Can four Burmese boys overcome cultural and financial barriers to make it in the merciless world of Thai boxing?
DIRECTED BY HÉLÈNE CHOQUETTE (Canada, Canadian Spectrum)
Monday, April 30, 7:30 p.m.
Thursday, May 3, 4:45 p.m.
TIFF Bell Lightbox 2 (350 King Street West)
Fists of Pride will be making its world premiere at Hot Docs 2012. The movie follows four young boys as they prepare for the annual Water Festival Thai boxing competition. All Karen migrants from Burma, they are seeking a better life and the riches of combat sports in Thailand. The boys live in an impoverished village home to Burmese migrants without papers or other chances to escape the fields and factories where their families work.

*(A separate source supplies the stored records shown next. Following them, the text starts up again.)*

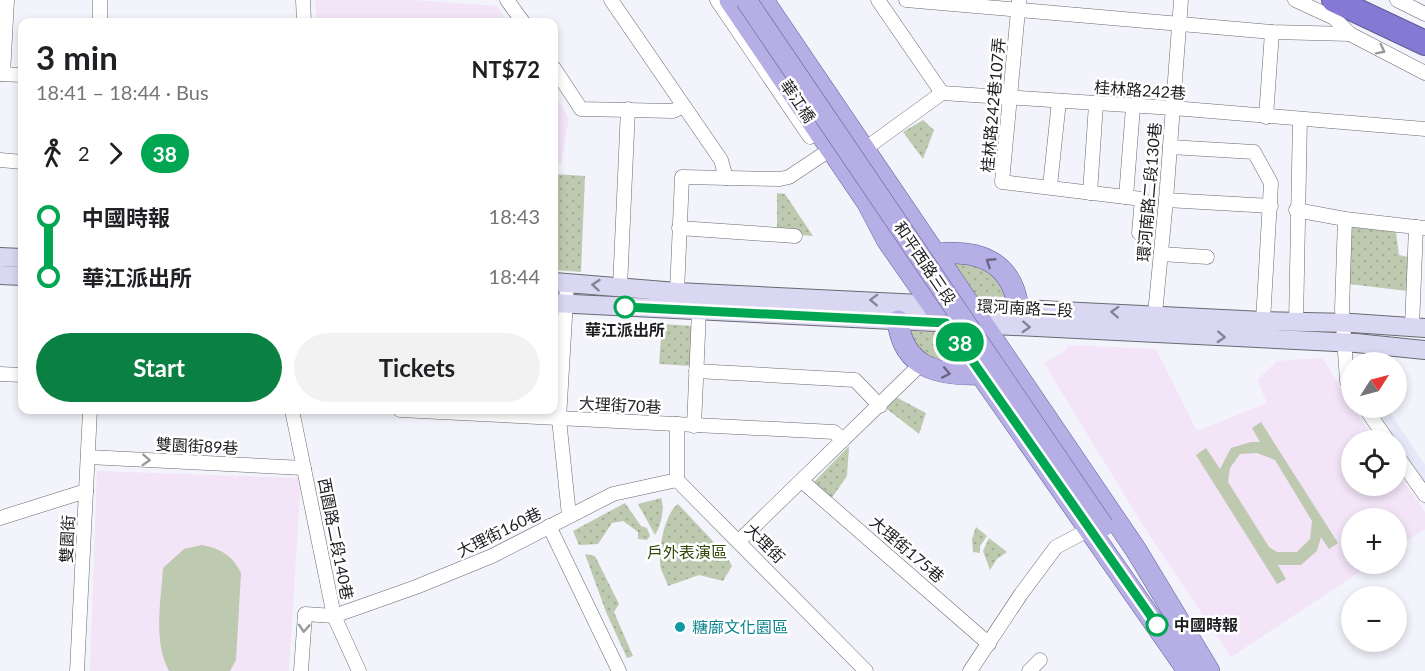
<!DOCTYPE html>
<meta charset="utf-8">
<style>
:root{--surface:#fff;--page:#f2f2f2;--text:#202124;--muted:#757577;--accent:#0b8043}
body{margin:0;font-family:Lato,"Noto Sans TC",sans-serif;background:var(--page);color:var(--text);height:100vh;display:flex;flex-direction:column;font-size:22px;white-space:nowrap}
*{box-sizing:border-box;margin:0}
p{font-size:20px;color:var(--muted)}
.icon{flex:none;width:33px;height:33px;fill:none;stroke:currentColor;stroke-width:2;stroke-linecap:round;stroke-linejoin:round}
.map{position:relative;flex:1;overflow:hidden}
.side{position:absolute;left:18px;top:18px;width:540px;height:396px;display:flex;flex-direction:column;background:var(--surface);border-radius:12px;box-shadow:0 3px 9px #0003}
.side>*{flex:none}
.badge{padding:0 12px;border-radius:20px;font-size:21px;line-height:39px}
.needle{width:39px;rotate:54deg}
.tools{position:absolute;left:1341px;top:352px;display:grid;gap:12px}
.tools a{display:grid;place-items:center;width:66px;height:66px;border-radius:50%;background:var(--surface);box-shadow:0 3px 9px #0003;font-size:30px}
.map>.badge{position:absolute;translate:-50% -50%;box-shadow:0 0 0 3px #fff}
.legs{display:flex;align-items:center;gap:9px;height:66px;padding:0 18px;font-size:20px}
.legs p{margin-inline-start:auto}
.head{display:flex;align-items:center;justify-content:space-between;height:102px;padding:0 18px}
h1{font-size:33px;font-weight:700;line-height:45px}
.button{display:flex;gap:12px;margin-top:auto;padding:12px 18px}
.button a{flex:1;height:69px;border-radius:36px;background:var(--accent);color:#fff;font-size:24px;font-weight:700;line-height:69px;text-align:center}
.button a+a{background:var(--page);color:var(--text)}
ul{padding:0 18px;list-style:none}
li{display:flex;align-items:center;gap:21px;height:60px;font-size:22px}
li i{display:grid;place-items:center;width:9px;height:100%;margin:0 8px;background:currentColor}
li i::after{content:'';width:15px;height:15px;margin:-8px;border:4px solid;border-radius:50%;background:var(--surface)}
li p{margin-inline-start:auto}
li:first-child i{background:linear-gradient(#0000 50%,currentColor 0)}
li:last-child i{background:linear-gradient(currentColor 50%,#0000 0)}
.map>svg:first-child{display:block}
</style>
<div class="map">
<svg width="1425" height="671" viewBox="0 0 1425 671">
<defs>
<pattern id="grass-dots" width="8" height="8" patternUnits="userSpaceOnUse" patternTransform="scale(1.5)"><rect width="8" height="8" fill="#becab0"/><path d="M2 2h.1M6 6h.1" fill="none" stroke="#a3ad97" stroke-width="1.8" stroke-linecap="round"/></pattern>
</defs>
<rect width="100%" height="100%" fill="#f3f3fc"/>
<polygon fill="#e6e7f7" points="1361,408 1387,408 1425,465 1425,505 1397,462 1396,441 1383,441"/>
<g fill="#f3e4f8">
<polygon points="315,0 412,0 497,6 507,22 317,22"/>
<polygon points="554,94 569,118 561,164 554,163"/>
<polygon points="1069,345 1156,349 1197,431 1267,403 1257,380 1277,361 1322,358 1375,441 1352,441 1352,486 1396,486 1397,472 1425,512 1425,529 1397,548 1396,519 1352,519 1352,564 1372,564 1231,657 1142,524 1044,363 1064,352"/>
<polygon points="97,471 301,478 289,671 90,671"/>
</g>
<g fill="url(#grass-dots)">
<polygon points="923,120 934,130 923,159 903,132"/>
<polygon points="554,174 585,176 581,272 554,270"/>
<polygon points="777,193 785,194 813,236 777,233"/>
<polygon points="1350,227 1396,232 1399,255 1408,257 1407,291 1349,284"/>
<polygon points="953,257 997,272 1007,297 977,296 952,261"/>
<polygon points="662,324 693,326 690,366 659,364"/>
<polygon points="910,331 942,333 963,362 960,370 944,368 911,348"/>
<polygon points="894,396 926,413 919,434 883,406"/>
<polygon points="849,446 847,476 831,499 814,482"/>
<path d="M661,498C665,509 661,525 655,535L638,504Z"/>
<polygon points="625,503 641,526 647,528 650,536 647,540 638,539 638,532 623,521 612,523 598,544 579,545 573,531"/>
<path d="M678,504L725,554L732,566L723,581L699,575L668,586C666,579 660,570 660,563C659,547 665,513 678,504Z"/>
<polygon points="976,527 987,536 980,546 980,553 973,552 972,539"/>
<polygon points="989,538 1007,552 997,559 990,570 983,551"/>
<polygon points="585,554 595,556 619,604 614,612 633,656 627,658 606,612"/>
</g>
<g fill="#becab0" fill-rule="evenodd">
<path d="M1261,422L1338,543L1329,549L1321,537L1317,551L1301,565H1278L1286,579L1277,584L1196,455L1206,448L1220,469L1231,448L1251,442H1260L1252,428ZM1257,453L1275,460L1312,521L1310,539L1297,552H1277L1269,547L1228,482L1230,468L1240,454Z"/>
<path d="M202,545C221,549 232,555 241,573L236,660L230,671H169C153,641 161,601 163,568L184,549Z"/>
</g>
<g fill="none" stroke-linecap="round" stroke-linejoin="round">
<defs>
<g id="street">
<polyline points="303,0 304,22"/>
<polyline points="507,0 523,22"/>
<polyline points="611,0 721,160 726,178"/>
<polyline points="717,0 810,137"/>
<polyline points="878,0 942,93"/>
<polyline points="906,0 1272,32 1350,34"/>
<polyline points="1019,0 1002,182 1142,199 1139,233"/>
<polyline points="1295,0 1334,18 1350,34 1425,73"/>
<polyline points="1397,0 1425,14"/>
<polyline points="100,22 100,0"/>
<polyline points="554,68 581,109 673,111 683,106"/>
<polyline points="0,74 22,75"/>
<polyline points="3,74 7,0"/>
<polyline points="1266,117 1272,32"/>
<polyline points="869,146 942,93 1173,108 1425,129"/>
<polyline points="1170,147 1254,152 1271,183 1263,321"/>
<polyline points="0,160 22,162"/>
<polyline points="1050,186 1059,101"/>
<polyline points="1090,193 1096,104"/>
<polyline points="1126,197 1133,107"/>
<polyline points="1166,200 1271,206"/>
<polyline points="1296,210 1345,219 1425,228"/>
<polyline points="1345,219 1342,309 1347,381 1352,387"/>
<polyline points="679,228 795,236"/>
<polyline points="1161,254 1207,257"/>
<polyline points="567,283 559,419 569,515"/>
<polyline points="620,287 628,109"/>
<polyline points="677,292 682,177 780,179 789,177 822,155"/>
<polyline points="1155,314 1166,200 1181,0"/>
<polyline points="1296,323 1300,119"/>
<polyline points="1412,327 1416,227"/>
<polyline points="696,371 855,380 880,406"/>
<polyline points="0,374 22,375"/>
<polyline points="1365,408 1388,441"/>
<polyline points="292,410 334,616 359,671"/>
<polyline points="400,410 834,432 843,440"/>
<polyline points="677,424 677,480 866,671"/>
<polyline points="694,426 699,311"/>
<polyline points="1396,454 1425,495"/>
<polyline points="88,457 304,468"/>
<polyline points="802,481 989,644"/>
<polyline points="0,518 86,491"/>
<polyline points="549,526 619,671"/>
<polyline points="739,541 922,363"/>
<polyline points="77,671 90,410"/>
<polyline points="301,671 305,614 334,616 416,587 492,556 613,494 677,480"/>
<polyline points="970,671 1021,594 1056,547 1088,530"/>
<polyline points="1029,671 1040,660"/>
</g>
<g id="secondary">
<polyline points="0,257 22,258"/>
<polyline points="0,275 22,276"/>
<polyline points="554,282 677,292 1263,321 1352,323 1425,328"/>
<polyline points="554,303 1356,343 1425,350"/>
</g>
<g id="primary">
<polyline points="730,0 867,202 887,240 1188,671"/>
<polyline points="763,0 1136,550 1209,671"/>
<path d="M937,254C979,249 1012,262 1018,307"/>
<path d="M898,321C903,369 941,376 982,374"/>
</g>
<polyline id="highway" points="1334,0 1425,43"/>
</defs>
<use href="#street" stroke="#696970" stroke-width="15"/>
<use href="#secondary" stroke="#696970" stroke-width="20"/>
<use href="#primary" stroke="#615995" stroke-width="22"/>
<use href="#highway" stroke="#615995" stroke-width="26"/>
<use href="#street" stroke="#fff" stroke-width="14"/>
<use href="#secondary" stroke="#dad7f2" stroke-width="18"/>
<use href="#primary" stroke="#b6afe5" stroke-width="21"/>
<use href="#highway" stroke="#8579d3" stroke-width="24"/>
<defs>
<polyline id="primary-bridge" points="746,0 1103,526"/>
</defs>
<use href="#primary-bridge" stroke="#615995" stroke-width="22" stroke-linecap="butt"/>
<use href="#primary-bridge" stroke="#b6afe5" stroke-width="21"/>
</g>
<defs><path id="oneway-chevron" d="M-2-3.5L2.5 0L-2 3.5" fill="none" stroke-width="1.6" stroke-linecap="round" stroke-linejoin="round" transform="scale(1.5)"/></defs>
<g stroke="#999a9b">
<use href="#oneway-chevron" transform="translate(1381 50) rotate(27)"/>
<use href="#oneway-chevron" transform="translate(146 460) rotate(3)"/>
<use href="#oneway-chevron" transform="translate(304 628) rotate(94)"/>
</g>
<g stroke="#6a6683">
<use href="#oneway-chevron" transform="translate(990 262) rotate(-147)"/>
<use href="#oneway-chevron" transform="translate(946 373) rotate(11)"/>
</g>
<g stroke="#858494">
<use href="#oneway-chevron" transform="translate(596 285) rotate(-175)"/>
<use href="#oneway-chevron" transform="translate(874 300) rotate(-178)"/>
<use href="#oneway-chevron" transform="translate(1115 312) rotate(-177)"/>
<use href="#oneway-chevron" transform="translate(1026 327) rotate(3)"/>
<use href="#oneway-chevron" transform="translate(1221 337) rotate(3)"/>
</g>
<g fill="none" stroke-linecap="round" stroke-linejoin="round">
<defs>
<polyline id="line-1" points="625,307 946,323 1157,625"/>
</defs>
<use href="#line-1" stroke="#fff" stroke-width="14"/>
<use href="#line-1" stroke="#00a651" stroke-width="9"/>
</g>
<g fill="#fff" stroke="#00a651" stroke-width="3">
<circle cx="625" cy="307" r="10"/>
<circle cx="1157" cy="625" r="10"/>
</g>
<circle fill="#0f9aa8" stroke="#fff" stroke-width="2" cx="680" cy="627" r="6"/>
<g text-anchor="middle" stroke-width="5" stroke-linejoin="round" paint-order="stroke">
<g font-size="16" fill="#1d1e21" stroke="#fff">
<text transform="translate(1140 90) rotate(4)" y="6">桂林路242巷</text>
<text transform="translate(798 101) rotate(56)" y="6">華江橋</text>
<text transform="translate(993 105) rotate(-85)" y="6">桂林路242巷107弄</text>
<text transform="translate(1149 192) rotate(-85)" y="6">環河南路二段130巷</text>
<text transform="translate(925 263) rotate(56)" y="6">和平西路三段</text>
<text transform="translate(1025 308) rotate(3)" y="6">環河南路二段</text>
<text transform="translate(620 405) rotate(3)" y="6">大理街70巷</text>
<text transform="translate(197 446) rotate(3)" y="6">雙園街89巷</text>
<text transform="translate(499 532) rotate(-26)" y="6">大理街160巷</text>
<text transform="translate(67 539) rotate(-87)" y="6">雙園街</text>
<text transform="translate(336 539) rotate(79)" y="6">西園路二段140巷</text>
<text transform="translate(765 543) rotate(45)" y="6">大理街</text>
<text transform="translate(907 549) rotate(41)" y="6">大理街175巷</text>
</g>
<g font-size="16" font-weight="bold" fill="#1d1e21" stroke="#fff">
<text x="625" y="336">華江派出所</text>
<text x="1174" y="631" text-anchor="start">中國時報</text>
</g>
<g font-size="16" fill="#324909" stroke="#fff">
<text x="687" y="558">戶外表演區</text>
</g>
<g font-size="16" fill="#0d838f" stroke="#fff" text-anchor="start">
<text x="692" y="633">糖廍文化園區</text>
</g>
</g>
</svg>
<div class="tools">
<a><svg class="needle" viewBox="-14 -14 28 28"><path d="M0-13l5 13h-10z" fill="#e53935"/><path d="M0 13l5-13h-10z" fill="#757577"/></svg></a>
<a><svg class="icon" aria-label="locate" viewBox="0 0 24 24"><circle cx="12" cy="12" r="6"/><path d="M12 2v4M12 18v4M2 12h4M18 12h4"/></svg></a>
<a>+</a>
<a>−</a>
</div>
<b class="badge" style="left:960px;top:342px;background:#00a651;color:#fff">38</b>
<section class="side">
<div class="head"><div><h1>3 min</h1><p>18:41 – 18:44 · Bus</p></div><b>NT$72</b></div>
<div class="legs"><svg class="icon" aria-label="walk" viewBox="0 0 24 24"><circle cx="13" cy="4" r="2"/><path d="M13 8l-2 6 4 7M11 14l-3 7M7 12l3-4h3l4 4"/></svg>2<svg class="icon" aria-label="forward" viewBox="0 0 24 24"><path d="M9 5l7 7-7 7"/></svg><b class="badge" style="background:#00a651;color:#fff">38</b></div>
<ul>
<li><i style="color:#00a651"></i><b>中國時報</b><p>18:43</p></li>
<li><i style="color:#00a651"></i><b>華江派出所</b><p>18:44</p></li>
</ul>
<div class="button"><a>Start</a><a>Tickets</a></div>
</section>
</div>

Going beyond the conventions of a typical rags-to-riches tale, the boys and Choquette recognize and acknowledge the impossibility of their dreams. The boys see examples of failed boxers close to them, but have few other options and persist with their plans. The coaches seem to be benevolent, but lingering questions about their motivations remain: the coaches earn money by gambling on their students bouts, and try to motivate their students by promising them a share of the prize money.
The documentary moves slowly, and with a sense of inevitability. It’s an interesting exploration of the conflicts between cultures. It’s also not afraid of ambiguity: it shows that the children are perceptive of the circumstances by which they are confined, and that they, all the while, hold onto nearly impossible hopes and dreams.